Data for corporate income tax rates are from the OECD database, which combines national and subnational taxes and accounts for deductibility of one against the other. In the case of Canada on average, this results in a combined corporate tax rate of 26.8%. For provincial results, provincial corporate tax rates applicable to manufacturing and other income were used (reduced rate in Ontario for manufacturing but not for mining or oil & gas), as compiled by the Canada Revenue Agency and CCH.

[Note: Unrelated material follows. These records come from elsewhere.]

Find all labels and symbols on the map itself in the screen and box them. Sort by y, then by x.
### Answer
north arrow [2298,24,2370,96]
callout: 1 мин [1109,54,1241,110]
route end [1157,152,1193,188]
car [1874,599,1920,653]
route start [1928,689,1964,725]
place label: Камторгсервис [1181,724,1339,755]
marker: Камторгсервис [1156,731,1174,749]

In the case of US corporate tax rates under 2017 law, we reduced the federal corporate income tax rate to account for the domestic production deduction (Section 199), as it applied to each industry. Specifically, according to Internal Revenue Service Statistics of Income (SOI) data for C corporations in tax year 2013 (latest available), the domestic production deduction varied across industries, reducing taxable income by 3.0% (oil and gas extraction) to 7.32% (primary metal manufacturing). For example, for primary metal manufacturing, this amounted to a 2.56 percentage point reduction in
the federal corporate tax rate (reducing it from 35% to 32.44%). The US combined statutory tax rate for primary metal manufacturing in 2017 (after adjusting for the domestic production deduction), assuming an average state corporate income tax rate of 6.01%, is calculated to be 36.50%.

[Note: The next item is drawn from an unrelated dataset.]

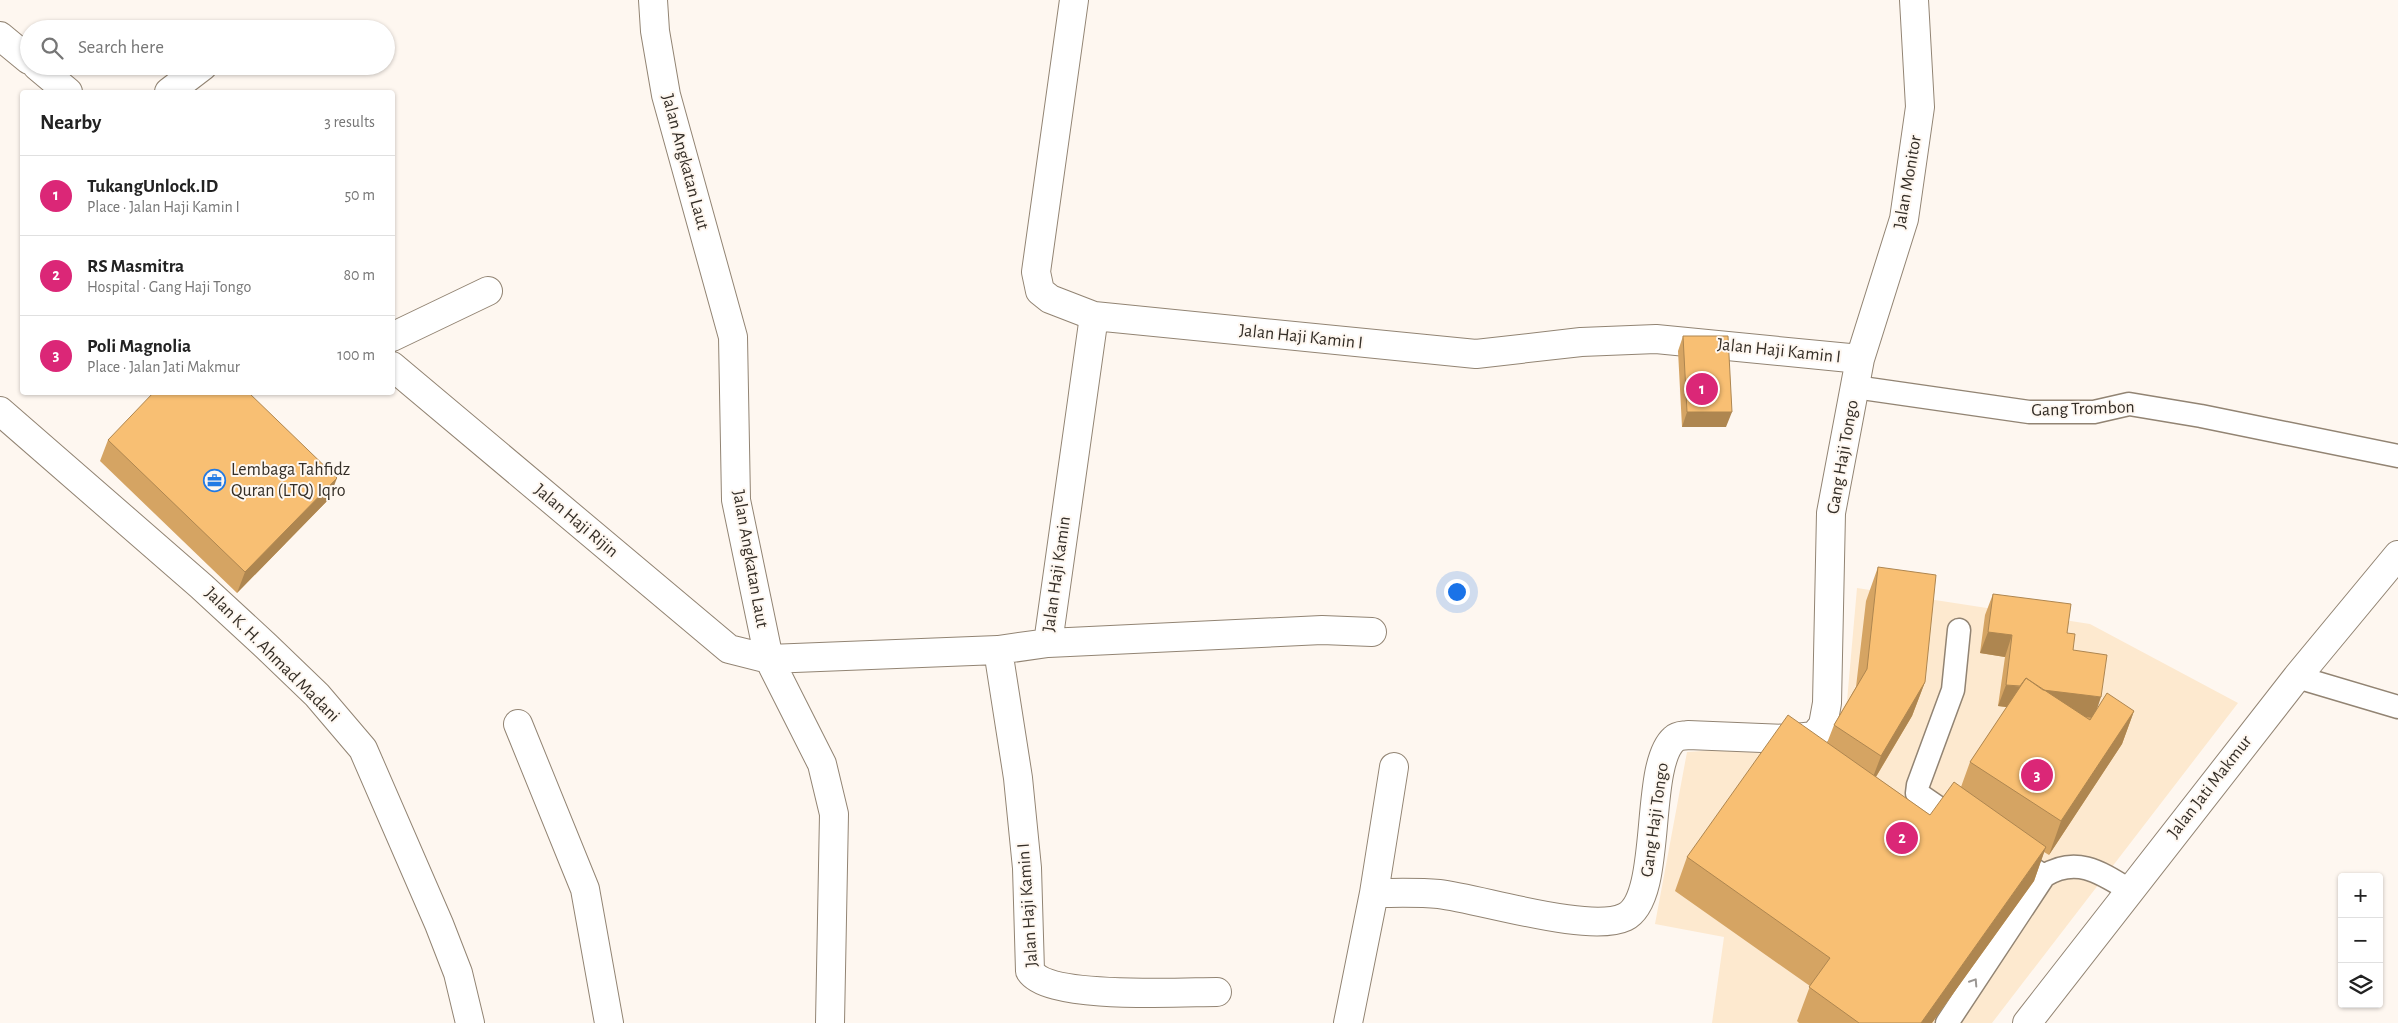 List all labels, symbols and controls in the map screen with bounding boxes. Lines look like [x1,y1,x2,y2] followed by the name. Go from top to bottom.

Under 2018 law, we held the average state corporate income tax rate constant at its 2017 value, and compute the US combined statutory tax rate to be 25.75%. For state results in 2017 and 2018, we used state corporate tax rates as compiled by the Tax Foundation, noting these do not account for gross receipts taxes (Ohio, Texas, Washington State), local corporate income taxes, or formulary apportionment.

The analysis assumes investment in an industry-specific composite asset, consisting of a mix of structures, equipment, inventory, and, in the case of the mining and oil & gas industries, exploration and development expenses, based on industry-level capital stock data from the Bureau of Economic Analysis. The investment is financed by an industry-specific mix of debt and equity with industry-specific pre-tax rates of return (for EATR only), as estimated by PwC Canada. The analysis assumes a real interest rate of 5% and inflation of 2%.

In accordance with other studies utilizing the Devereux-Griffith methodology, we analyzed equipment deemed to have a useful life of 7 years (economic depreciation rate of 17.5%) and structures deemed to have a useful life of 25 years (economic depreciation rate of 3.1%). We assume mining exploration and development (E&D) costs have an economic depreciation rate of 4.5%, based on analysis by the US Treasury Department. We assume oil & gas E&D costs have an economic depreciation rate of 50%, based on analysis of well production rates by the US Energy Information Administration.

For tax purposes in the United States, equipment is assumed 5-year MACRS property (double declining balance with a switch to straight line) and structures are assumed to be 39-year property (straight line). We account for bonus depreciation (expensing) where applicable for equipment. A half-year convention applies to depreciation deductions (but not bonus depreciation or expensing) for the year placed in service. We assume states conform to federal depreciation rules, including bonus depreciation and expensing. Inventories in the United States are assumed to use the LIFO accounting method. We assume 70% of R&D costs are expensed with the remainder amortized over 5 years.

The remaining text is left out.